◆ **Problem details**:
If a record contains a picture, drop the picture and copy everything else exactly.

-*-*-

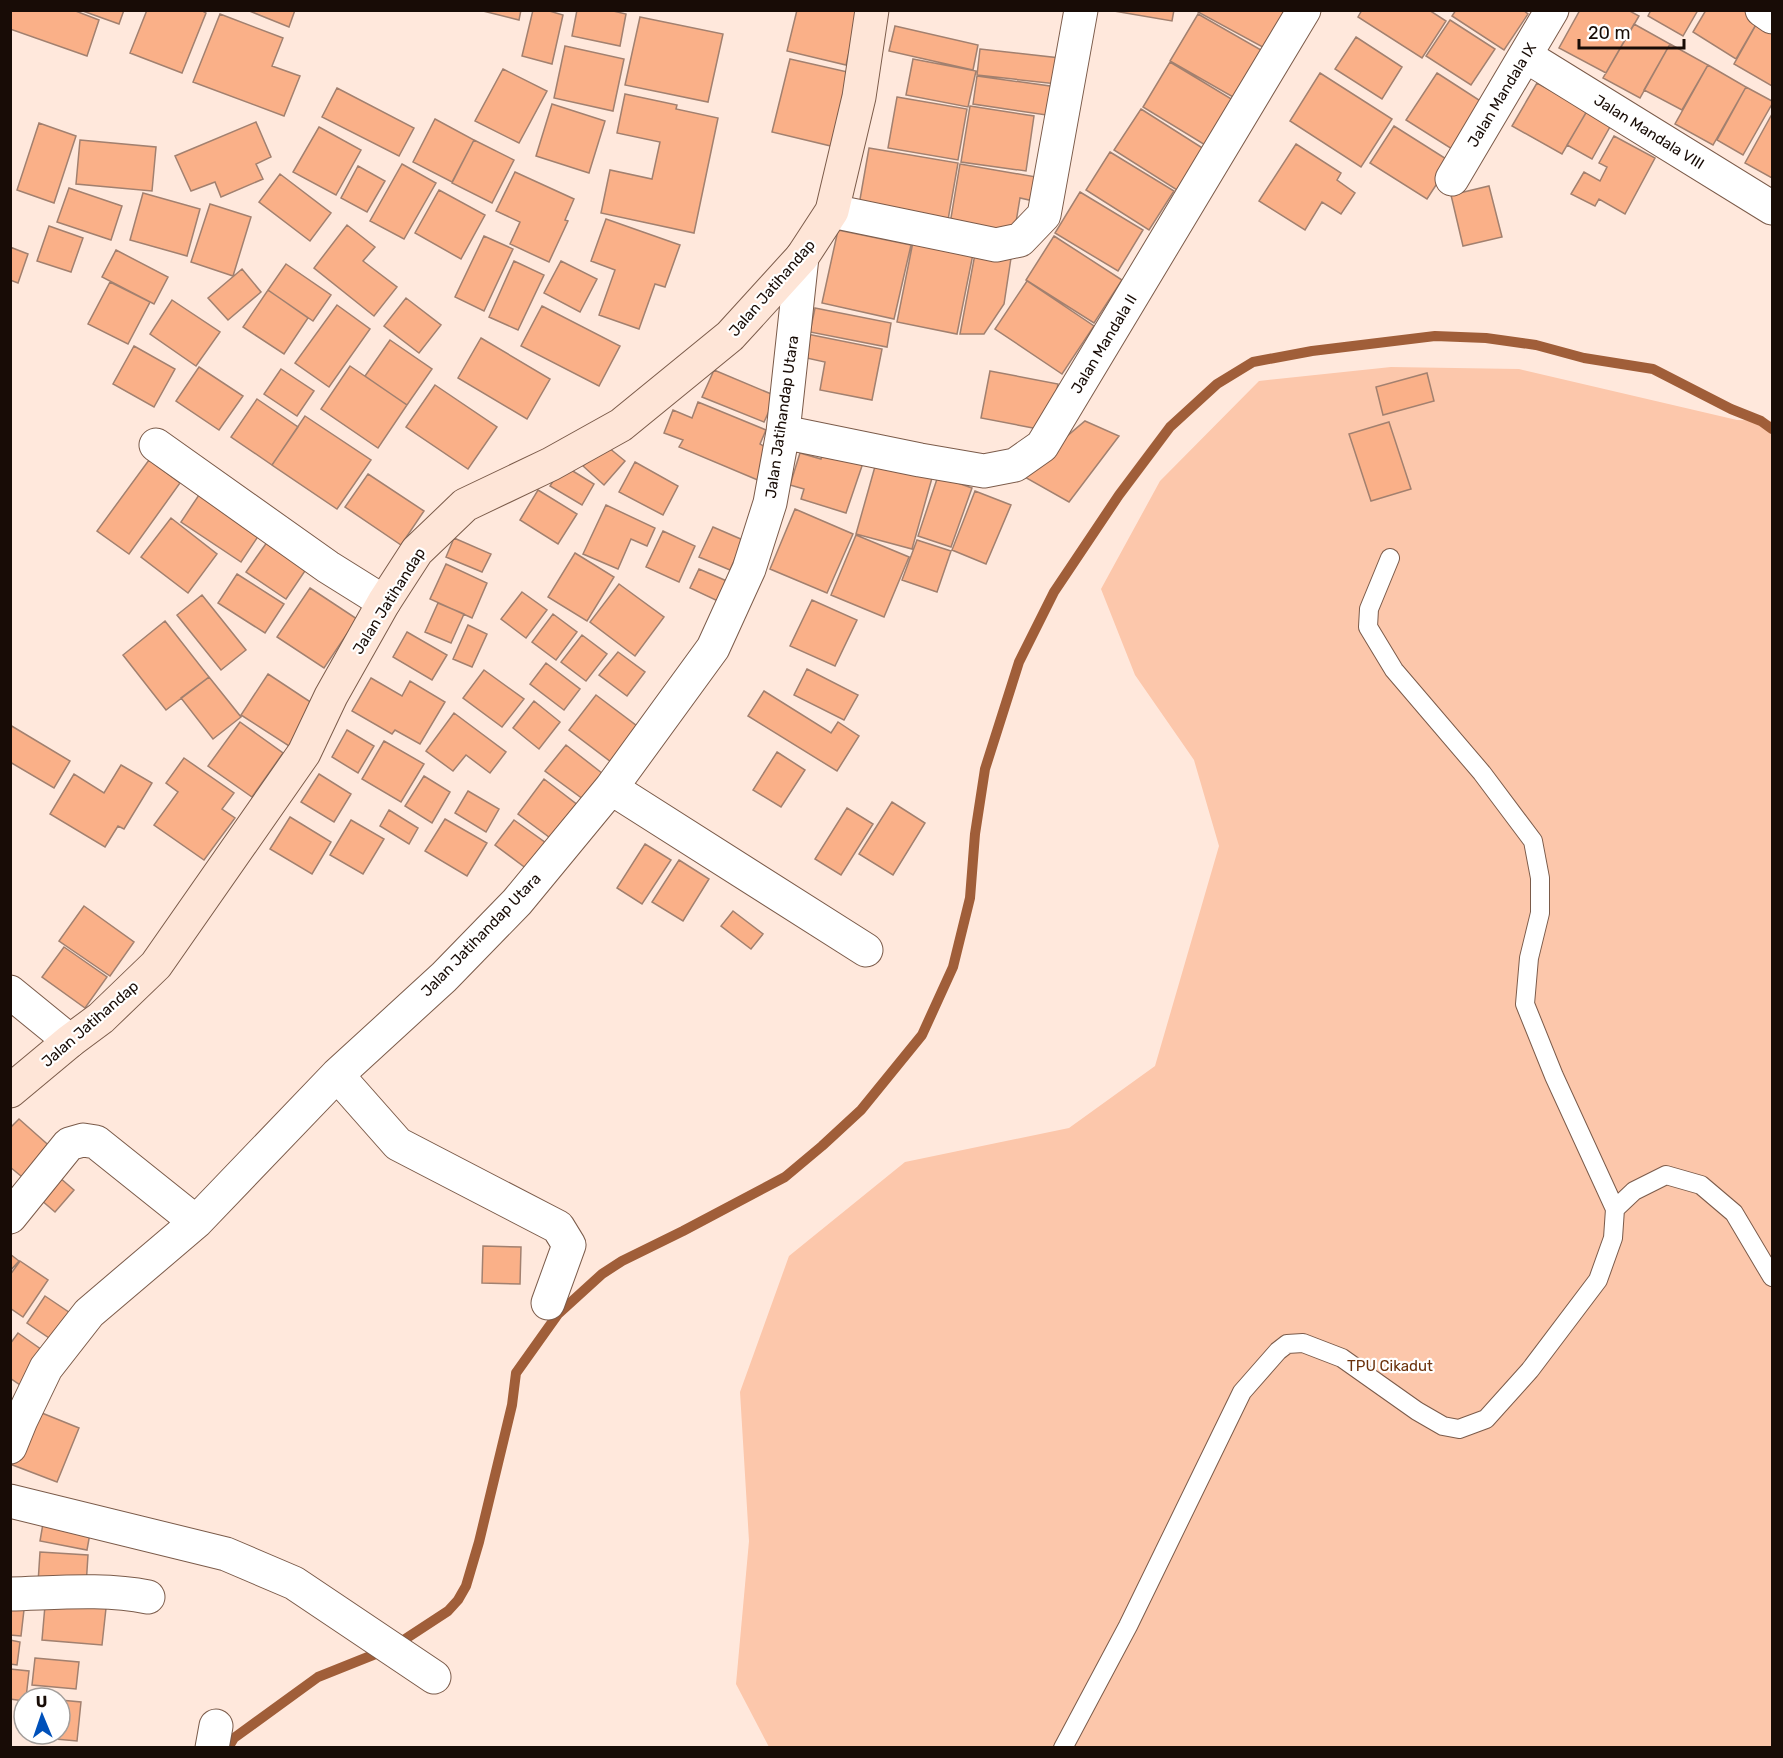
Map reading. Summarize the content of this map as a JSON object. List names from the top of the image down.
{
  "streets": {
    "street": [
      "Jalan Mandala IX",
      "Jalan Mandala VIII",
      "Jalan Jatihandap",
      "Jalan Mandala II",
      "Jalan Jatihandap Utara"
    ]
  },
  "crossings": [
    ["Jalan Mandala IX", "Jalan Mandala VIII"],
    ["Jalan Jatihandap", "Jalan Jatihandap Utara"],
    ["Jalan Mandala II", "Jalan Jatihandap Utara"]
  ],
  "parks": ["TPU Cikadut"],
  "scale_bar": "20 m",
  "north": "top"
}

-*-*-

◆ **Task result**:
Map reading. Summarize the content of this map as a JSON object. List names from the top of the image down.
{
  "streets": {
    "street": [
      "Jalan Mandala IX",
      "Jalan Mandala VIII",
      "Jalan Jatihandap",
      "Jalan Mandala II",
      "Jalan Jatihandap Utara"
    ]
  },
  "crossings": [
    ["Jalan Mandala IX", "Jalan Mandala VIII"],
    ["Jalan Jatihandap", "Jalan Jatihandap Utara"],
    ["Jalan Mandala II", "Jalan Jatihandap Utara"]
  ],
  "parks": ["TPU Cikadut"],
  "scale_bar": "20 m",
  "north": "top"
}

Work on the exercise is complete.